Les Etats-Unis ne renonceront pas facilement à leur droit de veto de fait au FMI et les pays
industrialisés n'abandonneront pas comme cela leur nombre de voix pour que les pays en
développement puissent en avoir davantage. A court terme, des changements de pratique me
semblent en revanche possibles. La transparence en particulier. A l'OMC, les délibérations ont lieu
à huis clos. Au FMI, le goût du secret est une seconde nature. Plus de transparence permettrait un
meilleur contrôle démocratique. D'autant plus que les dirigeants des organisations internationales
ne sont pas directement élus. Quand ils préconisent telle ou telle mesure, ils devraient présenter les
conséquences qu'elle aura sur le chômage par exemple, préciser quels modèles ils utilisent pour
établir ces prévisions.
Télérama : Pensez-vous que l'Europe puisse jouer un rôle dans la mise en œuvre de ces réformes
?
Joseph E. Stiglitz : Oui, très important. D'abord parce que l'Europe est moins fanatique de
l'idéologie du libre marché et que ses intérêts ne sont pas exactement les mêmes que ceux des
Etats-Unis. Mais aussi parce qu'elle est plus proche de beaucoup de pays en développement -
probablement à cause de ses anciennes relations coloniales. L'Union européenne a déjà établi des
relations plus justes avec eux. Son initiative« Tout sauf les armes, qui autorise la libre importation
en Europe de tous les produits des pays pauvres à l'exception des armements, va dans le bon sens.

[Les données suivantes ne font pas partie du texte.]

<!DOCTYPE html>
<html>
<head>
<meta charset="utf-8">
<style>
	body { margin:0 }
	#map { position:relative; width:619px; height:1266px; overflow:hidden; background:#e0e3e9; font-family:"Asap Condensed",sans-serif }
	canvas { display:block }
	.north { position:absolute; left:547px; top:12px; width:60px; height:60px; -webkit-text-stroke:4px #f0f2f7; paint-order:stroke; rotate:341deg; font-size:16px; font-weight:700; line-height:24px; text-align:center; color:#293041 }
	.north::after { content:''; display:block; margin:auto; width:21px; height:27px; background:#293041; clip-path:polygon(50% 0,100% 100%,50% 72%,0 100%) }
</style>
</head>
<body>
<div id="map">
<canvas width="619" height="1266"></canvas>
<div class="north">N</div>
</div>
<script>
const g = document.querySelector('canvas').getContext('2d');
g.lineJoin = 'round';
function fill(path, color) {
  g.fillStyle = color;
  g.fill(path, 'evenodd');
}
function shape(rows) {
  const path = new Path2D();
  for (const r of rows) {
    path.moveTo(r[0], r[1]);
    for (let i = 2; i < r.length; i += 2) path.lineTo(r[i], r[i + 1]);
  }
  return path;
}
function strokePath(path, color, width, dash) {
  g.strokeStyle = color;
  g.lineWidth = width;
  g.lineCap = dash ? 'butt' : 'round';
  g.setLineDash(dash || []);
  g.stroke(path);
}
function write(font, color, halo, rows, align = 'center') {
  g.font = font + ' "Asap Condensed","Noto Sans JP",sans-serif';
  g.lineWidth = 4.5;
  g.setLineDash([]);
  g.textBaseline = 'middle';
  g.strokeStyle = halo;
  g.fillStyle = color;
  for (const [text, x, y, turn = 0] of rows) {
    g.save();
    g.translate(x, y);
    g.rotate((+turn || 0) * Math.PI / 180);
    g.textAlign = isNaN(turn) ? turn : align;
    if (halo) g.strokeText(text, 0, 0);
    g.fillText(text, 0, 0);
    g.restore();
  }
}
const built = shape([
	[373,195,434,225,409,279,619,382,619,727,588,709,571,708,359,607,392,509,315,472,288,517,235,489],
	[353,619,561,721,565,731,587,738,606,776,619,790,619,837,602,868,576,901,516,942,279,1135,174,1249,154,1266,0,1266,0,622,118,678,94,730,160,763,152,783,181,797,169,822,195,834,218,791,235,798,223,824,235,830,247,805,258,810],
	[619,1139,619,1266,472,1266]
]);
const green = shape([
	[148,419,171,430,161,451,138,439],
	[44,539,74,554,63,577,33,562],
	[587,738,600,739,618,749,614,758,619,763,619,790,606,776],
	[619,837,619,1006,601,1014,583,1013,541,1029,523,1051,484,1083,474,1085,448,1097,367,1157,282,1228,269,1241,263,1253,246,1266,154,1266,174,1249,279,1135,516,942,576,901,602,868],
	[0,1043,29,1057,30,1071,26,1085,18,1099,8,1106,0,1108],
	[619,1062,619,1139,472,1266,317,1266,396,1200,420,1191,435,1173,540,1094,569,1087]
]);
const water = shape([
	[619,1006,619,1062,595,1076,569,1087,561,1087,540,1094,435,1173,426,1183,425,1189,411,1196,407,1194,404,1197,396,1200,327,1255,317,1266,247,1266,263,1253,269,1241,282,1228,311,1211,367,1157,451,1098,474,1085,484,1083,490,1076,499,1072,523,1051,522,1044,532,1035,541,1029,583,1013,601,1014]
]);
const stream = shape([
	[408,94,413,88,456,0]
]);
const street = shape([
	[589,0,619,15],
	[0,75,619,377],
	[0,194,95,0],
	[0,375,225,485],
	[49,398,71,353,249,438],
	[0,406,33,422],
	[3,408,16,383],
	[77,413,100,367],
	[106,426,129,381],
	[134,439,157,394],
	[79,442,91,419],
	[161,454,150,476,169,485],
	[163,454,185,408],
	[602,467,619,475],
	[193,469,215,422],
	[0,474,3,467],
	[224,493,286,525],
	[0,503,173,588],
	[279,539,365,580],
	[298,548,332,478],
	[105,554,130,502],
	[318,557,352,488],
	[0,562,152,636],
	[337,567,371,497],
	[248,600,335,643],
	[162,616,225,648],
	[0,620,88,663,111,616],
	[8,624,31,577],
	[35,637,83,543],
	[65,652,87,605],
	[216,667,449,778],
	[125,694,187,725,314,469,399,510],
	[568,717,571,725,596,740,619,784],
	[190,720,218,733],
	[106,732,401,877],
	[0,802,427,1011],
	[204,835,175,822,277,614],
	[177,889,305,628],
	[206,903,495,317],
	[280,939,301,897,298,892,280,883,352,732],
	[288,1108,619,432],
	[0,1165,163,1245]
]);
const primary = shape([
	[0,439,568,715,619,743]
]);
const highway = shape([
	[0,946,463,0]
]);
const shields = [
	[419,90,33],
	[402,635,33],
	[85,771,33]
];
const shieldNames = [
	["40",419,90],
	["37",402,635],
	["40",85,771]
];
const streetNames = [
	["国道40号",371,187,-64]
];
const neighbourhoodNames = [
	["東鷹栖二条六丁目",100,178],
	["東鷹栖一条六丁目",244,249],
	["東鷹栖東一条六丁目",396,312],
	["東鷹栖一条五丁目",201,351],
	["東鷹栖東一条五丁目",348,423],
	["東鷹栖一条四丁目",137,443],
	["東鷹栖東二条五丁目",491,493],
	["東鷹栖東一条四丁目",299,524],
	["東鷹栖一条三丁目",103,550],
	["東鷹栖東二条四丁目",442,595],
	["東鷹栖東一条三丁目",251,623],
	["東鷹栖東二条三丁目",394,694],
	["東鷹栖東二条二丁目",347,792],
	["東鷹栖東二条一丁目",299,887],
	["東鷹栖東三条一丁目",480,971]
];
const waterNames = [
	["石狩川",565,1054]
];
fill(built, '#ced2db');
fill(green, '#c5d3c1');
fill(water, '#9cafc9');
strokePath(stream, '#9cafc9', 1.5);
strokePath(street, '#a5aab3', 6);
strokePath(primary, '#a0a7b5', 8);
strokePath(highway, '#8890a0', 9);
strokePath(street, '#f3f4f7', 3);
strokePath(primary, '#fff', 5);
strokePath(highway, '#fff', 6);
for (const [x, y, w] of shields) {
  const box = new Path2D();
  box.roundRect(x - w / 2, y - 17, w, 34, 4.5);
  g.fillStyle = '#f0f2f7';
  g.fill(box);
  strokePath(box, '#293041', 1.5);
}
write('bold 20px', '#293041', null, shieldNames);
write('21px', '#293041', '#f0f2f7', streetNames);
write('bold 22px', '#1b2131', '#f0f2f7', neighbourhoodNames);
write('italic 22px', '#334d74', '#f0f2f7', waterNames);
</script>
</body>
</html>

Il s'agit maintenant d'amener les Etats-Unis et le Japon à suivre cet exemple.
Télérama : On vous présente comme un pionnier de la " nouvelle économie keynésienne ".
Comment voyez- vous la place de l'Etat par rapport à celle du marché ?

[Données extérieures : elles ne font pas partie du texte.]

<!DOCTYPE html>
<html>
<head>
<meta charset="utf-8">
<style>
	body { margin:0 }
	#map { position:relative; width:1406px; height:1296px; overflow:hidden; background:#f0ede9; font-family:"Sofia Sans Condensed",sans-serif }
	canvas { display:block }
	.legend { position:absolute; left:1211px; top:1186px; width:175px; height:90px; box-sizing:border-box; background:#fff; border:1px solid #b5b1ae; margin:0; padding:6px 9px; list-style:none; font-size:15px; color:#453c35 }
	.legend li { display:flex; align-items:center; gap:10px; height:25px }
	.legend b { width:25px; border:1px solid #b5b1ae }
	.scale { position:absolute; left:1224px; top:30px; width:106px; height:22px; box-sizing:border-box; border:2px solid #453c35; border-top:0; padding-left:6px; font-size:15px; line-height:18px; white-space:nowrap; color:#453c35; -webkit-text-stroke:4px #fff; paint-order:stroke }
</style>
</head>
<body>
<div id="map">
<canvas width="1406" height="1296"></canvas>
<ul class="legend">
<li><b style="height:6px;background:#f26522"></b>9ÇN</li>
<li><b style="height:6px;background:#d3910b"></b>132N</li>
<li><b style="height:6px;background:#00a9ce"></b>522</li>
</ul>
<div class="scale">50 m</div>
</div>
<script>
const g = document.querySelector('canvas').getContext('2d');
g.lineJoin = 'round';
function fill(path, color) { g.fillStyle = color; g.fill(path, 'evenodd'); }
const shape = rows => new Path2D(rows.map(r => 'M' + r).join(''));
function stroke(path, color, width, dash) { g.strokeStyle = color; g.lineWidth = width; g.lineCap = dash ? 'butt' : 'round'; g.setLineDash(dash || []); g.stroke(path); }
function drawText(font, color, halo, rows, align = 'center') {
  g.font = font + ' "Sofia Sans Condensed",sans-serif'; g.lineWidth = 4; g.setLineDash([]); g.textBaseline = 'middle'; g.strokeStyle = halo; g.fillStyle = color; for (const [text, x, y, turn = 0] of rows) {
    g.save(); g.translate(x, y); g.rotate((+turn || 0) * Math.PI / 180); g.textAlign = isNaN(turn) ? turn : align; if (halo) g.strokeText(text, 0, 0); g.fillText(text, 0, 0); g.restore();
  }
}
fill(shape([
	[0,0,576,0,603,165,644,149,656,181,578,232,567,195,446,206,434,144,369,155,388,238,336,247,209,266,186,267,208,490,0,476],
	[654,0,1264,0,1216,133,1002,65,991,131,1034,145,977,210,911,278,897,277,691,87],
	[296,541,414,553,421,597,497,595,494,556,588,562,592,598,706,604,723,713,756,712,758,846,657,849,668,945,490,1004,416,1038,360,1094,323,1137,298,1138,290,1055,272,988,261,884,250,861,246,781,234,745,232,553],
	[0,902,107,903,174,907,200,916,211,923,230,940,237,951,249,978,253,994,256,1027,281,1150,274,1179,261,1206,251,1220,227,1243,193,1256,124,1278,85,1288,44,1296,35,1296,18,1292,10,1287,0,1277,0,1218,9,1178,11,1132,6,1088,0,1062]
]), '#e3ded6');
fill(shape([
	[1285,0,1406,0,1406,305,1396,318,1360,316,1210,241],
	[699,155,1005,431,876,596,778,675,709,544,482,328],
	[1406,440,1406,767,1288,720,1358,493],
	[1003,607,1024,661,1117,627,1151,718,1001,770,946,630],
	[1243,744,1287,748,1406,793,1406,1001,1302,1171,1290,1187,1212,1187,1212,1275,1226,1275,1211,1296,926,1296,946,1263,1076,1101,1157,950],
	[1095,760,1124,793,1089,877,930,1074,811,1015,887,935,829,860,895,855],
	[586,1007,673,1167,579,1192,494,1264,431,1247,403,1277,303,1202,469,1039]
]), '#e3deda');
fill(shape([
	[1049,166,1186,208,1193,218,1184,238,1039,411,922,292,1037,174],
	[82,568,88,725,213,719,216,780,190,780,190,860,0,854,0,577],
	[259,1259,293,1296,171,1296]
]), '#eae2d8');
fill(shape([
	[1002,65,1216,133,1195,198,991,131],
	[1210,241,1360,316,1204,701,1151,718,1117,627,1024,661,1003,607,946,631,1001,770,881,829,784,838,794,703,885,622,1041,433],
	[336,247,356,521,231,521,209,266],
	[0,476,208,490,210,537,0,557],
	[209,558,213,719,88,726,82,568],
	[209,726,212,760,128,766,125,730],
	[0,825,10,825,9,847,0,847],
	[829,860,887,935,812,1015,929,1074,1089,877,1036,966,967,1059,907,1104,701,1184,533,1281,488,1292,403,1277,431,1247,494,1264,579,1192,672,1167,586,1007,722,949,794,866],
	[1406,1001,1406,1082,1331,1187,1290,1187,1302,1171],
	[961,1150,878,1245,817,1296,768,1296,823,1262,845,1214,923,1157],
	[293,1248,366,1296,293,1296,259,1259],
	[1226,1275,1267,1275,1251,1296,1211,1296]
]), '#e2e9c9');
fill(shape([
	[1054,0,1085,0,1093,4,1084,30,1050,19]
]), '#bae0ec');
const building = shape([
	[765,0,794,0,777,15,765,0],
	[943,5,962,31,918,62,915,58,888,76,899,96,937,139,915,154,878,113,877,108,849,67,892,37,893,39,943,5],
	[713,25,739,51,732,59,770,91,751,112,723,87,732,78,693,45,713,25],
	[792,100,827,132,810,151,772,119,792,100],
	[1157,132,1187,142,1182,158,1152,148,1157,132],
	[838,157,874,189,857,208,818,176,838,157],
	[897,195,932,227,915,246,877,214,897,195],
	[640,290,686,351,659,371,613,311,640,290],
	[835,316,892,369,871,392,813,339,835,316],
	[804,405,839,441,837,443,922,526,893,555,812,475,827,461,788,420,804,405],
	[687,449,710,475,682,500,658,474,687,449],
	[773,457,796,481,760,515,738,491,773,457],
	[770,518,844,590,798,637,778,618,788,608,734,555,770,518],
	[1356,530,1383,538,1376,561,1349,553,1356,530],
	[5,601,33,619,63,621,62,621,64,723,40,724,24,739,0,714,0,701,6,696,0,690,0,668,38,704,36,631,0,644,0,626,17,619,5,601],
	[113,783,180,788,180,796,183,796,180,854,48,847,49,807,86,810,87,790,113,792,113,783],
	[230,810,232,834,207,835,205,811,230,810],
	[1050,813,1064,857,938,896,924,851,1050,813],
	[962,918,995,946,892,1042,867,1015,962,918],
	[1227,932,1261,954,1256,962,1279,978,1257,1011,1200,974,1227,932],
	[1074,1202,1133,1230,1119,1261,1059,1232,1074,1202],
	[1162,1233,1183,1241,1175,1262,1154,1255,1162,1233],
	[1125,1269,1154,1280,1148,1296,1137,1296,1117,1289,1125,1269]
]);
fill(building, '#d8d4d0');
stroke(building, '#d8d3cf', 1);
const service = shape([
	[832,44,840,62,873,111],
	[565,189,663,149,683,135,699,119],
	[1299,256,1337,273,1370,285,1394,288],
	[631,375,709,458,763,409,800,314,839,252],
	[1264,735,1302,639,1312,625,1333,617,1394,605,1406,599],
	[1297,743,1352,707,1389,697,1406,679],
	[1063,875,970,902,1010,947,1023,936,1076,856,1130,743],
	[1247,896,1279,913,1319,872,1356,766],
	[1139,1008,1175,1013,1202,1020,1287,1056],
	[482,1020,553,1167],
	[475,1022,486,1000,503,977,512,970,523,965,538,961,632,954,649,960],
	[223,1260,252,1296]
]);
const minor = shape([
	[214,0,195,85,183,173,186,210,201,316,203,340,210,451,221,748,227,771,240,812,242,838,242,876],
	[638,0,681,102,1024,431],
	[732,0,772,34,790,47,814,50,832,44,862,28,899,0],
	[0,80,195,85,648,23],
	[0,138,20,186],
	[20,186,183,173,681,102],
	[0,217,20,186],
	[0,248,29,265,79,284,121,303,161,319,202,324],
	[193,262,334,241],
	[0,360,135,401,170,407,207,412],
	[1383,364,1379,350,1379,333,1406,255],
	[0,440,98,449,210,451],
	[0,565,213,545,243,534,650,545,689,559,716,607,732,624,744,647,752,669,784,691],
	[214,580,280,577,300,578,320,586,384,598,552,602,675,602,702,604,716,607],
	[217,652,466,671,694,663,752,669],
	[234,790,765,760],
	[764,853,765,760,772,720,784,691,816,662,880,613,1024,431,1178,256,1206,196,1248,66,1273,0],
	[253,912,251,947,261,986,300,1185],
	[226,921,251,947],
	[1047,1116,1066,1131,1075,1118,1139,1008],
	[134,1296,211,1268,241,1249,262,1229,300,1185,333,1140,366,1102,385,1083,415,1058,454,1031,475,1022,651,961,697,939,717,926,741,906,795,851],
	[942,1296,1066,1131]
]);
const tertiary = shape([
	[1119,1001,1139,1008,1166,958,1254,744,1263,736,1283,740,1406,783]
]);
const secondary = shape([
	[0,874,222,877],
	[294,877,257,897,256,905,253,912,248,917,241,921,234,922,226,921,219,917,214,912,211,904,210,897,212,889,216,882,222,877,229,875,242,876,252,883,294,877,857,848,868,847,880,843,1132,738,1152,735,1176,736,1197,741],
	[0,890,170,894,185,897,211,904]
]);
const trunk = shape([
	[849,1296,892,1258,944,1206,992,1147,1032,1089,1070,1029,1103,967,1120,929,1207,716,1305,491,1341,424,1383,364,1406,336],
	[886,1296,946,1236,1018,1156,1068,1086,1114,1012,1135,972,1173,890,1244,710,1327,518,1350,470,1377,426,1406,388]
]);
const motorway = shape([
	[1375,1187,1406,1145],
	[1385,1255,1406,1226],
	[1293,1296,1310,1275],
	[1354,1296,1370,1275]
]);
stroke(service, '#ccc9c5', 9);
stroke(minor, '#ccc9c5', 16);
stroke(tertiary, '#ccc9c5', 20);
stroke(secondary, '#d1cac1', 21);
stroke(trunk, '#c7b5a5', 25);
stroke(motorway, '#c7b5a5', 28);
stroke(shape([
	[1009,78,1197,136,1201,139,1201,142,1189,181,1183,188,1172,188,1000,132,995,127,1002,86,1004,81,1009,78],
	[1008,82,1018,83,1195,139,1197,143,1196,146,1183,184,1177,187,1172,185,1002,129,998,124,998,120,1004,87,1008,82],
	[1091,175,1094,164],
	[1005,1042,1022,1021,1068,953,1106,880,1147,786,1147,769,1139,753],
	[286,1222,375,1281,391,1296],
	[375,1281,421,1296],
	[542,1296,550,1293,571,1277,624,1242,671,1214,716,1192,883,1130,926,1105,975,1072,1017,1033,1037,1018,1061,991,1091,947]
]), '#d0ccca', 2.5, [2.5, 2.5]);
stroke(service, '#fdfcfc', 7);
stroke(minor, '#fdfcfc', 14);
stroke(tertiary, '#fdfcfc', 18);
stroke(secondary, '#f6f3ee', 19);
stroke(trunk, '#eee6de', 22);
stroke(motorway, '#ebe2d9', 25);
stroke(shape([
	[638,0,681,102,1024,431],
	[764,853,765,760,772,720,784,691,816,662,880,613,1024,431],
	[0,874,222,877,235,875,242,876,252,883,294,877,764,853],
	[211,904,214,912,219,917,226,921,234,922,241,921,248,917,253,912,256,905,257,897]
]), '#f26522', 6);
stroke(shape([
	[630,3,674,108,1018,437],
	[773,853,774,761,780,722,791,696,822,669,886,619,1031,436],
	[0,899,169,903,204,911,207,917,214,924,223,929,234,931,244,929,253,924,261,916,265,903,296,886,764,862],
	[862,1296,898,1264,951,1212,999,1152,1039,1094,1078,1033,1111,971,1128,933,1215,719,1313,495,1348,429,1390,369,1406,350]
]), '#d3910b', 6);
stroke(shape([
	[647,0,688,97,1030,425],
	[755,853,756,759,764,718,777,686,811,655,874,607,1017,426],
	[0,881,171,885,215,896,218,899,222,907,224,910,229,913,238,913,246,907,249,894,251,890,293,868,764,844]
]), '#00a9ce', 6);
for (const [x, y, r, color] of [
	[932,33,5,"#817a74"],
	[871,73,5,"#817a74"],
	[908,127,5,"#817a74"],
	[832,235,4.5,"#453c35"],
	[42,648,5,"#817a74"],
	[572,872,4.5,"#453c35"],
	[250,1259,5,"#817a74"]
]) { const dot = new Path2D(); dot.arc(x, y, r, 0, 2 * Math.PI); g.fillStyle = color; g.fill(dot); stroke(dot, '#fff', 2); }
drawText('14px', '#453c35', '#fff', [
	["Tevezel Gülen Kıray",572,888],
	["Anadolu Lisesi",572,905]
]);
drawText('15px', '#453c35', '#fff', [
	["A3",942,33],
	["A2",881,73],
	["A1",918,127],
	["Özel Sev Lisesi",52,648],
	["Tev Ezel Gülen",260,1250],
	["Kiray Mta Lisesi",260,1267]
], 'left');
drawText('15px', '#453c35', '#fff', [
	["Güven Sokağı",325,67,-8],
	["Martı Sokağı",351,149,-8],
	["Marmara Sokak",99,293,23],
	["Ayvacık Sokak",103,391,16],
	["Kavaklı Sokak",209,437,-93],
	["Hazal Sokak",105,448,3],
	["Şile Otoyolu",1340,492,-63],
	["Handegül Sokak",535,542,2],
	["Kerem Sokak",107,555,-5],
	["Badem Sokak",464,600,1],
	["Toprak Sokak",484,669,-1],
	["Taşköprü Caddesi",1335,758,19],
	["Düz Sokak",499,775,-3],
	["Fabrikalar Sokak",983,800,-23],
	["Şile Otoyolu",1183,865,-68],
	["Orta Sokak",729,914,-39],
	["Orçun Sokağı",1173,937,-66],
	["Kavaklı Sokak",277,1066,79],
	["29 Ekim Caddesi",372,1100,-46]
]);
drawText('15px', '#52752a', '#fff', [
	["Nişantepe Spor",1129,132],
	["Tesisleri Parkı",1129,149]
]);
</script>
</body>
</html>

Joseph E. Stiglitz : J'ai toujours préconisé une vision équilibrée du rôle de l'Etat. Le marché
connaît des limites et des échecs. L'Etat également. Le partenariat entre les deux dépendra du
niveau de développement économique et politique du pays concerné. Mais quel que soit le pays,
l'Etat a un rôle important à jouer, en particulier dans le contrôle des marchés. L'essentiel en la
matière est de comprendre qu'il n'y a pas qu'un seul modèle du marché. Des différences
importantes distinguent, par exemple, la version japonaise des versions allemande, suédoise ou
française. C'est tout le problème du FMI, qui n'en imagine qu'une seule forme et tente de l'imposer
partout : le capitalisme à la manière américaine.